Provided records
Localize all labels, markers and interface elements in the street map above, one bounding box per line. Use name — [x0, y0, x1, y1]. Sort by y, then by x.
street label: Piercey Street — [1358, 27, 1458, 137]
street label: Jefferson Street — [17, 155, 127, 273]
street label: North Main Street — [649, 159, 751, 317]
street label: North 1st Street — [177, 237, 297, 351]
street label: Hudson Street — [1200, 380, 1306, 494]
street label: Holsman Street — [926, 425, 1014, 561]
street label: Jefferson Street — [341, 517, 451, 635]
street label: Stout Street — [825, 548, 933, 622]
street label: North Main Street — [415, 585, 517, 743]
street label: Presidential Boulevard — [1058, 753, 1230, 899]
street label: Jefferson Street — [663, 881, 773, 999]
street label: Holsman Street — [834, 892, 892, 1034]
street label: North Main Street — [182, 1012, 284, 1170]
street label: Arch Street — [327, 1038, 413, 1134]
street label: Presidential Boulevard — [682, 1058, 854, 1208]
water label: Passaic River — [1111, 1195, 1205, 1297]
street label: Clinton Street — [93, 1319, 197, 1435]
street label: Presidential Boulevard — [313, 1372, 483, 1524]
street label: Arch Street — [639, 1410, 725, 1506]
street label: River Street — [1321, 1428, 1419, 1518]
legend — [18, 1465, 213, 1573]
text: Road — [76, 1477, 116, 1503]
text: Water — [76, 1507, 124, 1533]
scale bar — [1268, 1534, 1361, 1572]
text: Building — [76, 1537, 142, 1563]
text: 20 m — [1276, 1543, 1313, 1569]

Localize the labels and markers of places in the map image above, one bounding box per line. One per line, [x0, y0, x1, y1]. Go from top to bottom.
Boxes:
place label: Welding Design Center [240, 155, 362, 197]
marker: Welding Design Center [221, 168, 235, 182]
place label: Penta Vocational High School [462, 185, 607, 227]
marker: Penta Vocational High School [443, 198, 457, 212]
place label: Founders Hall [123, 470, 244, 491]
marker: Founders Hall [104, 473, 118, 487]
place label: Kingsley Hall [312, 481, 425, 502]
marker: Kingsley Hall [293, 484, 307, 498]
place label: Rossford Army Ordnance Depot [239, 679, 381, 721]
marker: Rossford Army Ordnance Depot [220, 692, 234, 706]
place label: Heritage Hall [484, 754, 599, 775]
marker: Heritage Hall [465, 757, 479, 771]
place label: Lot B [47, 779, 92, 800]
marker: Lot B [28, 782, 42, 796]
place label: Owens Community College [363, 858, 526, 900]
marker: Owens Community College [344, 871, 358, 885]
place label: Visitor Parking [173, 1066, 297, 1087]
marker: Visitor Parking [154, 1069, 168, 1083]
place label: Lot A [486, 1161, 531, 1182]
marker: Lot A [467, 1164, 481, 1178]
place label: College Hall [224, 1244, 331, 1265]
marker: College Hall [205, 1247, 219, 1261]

What is needed
Each record above needs to be reproduced exactly as written.

Result
Localize all labels, markers and interface elements in the street map above, one bounding box per line. Use name — [x0, y0, x1, y1]. Sort by y, then by x.
street label: Piercey Street — [1358, 27, 1458, 137]
street label: Jefferson Street — [17, 155, 127, 273]
street label: North Main Street — [649, 159, 751, 317]
street label: North 1st Street — [177, 237, 297, 351]
street label: Hudson Street — [1200, 380, 1306, 494]
street label: Holsman Street — [926, 425, 1014, 561]
street label: Jefferson Street — [341, 517, 451, 635]
street label: Stout Street — [825, 548, 933, 622]
street label: North Main Street — [415, 585, 517, 743]
street label: Presidential Boulevard — [1058, 753, 1230, 899]
street label: Jefferson Street — [663, 881, 773, 999]
street label: Holsman Street — [834, 892, 892, 1034]
street label: North Main Street — [182, 1012, 284, 1170]
street label: Arch Street — [327, 1038, 413, 1134]
street label: Presidential Boulevard — [682, 1058, 854, 1208]
water label: Passaic River — [1111, 1195, 1205, 1297]
street label: Clinton Street — [93, 1319, 197, 1435]
street label: Presidential Boulevard — [313, 1372, 483, 1524]
street label: Arch Street — [639, 1410, 725, 1506]
street label: River Street — [1321, 1428, 1419, 1518]
legend — [18, 1465, 213, 1573]
text: Road — [76, 1477, 116, 1503]
text: Water — [76, 1507, 124, 1533]
scale bar — [1268, 1534, 1361, 1572]
text: Building — [76, 1537, 142, 1563]
text: 20 m — [1276, 1543, 1313, 1569]

Localize the labels and markers of places in the map image above, one bounding box per line. One per line, [x0, y0, x1, y1]. Go from top to bottom.
Boxes:
place label: Welding Design Center [240, 155, 362, 197]
marker: Welding Design Center [221, 168, 235, 182]
place label: Penta Vocational High School [462, 185, 607, 227]
marker: Penta Vocational High School [443, 198, 457, 212]
place label: Founders Hall [123, 470, 244, 491]
marker: Founders Hall [104, 473, 118, 487]
place label: Kingsley Hall [312, 481, 425, 502]
marker: Kingsley Hall [293, 484, 307, 498]
place label: Rossford Army Ordnance Depot [239, 679, 381, 721]
marker: Rossford Army Ordnance Depot [220, 692, 234, 706]
place label: Heritage Hall [484, 754, 599, 775]
marker: Heritage Hall [465, 757, 479, 771]
place label: Lot B [47, 779, 92, 800]
marker: Lot B [28, 782, 42, 796]
place label: Owens Community College [363, 858, 526, 900]
marker: Owens Community College [344, 871, 358, 885]
place label: Visitor Parking [173, 1066, 297, 1087]
marker: Visitor Parking [154, 1069, 168, 1083]
place label: Lot A [486, 1161, 531, 1182]
marker: Lot A [467, 1164, 481, 1178]
place label: College Hall [224, 1244, 331, 1265]
marker: College Hall [205, 1247, 219, 1261]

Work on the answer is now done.